*** Records supplied Section Begins ***

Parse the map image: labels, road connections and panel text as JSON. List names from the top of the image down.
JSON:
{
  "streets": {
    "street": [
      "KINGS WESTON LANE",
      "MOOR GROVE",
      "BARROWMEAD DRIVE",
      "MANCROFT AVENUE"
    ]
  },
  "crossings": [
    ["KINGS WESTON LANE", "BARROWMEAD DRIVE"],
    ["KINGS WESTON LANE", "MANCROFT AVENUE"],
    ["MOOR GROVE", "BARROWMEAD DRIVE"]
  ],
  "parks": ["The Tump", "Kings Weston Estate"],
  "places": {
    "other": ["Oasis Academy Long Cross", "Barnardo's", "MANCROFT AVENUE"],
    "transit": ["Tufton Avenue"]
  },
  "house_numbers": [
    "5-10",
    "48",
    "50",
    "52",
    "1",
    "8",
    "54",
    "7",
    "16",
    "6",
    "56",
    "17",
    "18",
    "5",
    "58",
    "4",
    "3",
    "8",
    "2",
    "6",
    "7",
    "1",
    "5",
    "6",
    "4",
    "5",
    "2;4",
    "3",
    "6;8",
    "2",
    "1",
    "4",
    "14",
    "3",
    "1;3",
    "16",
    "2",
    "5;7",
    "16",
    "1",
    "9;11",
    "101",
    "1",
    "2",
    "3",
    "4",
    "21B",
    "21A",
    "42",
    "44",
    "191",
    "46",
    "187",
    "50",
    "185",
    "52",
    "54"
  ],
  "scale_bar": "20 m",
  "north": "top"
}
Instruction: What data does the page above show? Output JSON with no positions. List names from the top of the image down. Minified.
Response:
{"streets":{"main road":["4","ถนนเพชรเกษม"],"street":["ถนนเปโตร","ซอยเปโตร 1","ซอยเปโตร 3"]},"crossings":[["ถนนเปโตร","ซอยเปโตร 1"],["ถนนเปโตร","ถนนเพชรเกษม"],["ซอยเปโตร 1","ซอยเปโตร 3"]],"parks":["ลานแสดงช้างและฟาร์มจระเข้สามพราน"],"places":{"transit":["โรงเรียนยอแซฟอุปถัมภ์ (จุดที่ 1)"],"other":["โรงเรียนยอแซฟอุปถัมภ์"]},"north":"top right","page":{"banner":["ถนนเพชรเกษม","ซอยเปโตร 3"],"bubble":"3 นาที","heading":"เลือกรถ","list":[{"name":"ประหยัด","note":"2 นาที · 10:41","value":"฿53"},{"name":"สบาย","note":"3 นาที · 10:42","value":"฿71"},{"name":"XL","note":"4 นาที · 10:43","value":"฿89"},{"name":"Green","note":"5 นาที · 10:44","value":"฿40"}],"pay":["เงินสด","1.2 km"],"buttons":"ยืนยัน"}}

*** Records supplied Section Ends ***

*Task description*
In the records above, locate each line with the word "JSON". Copy all such lines.

*Result of this exercise*
Parse the map image: labels, road connections and panel text as JSON. List names from the top of the image down.
JSON:
Instruction: What data does the page above show? Output JSON with no positions. List names from the top of the image down. Minified.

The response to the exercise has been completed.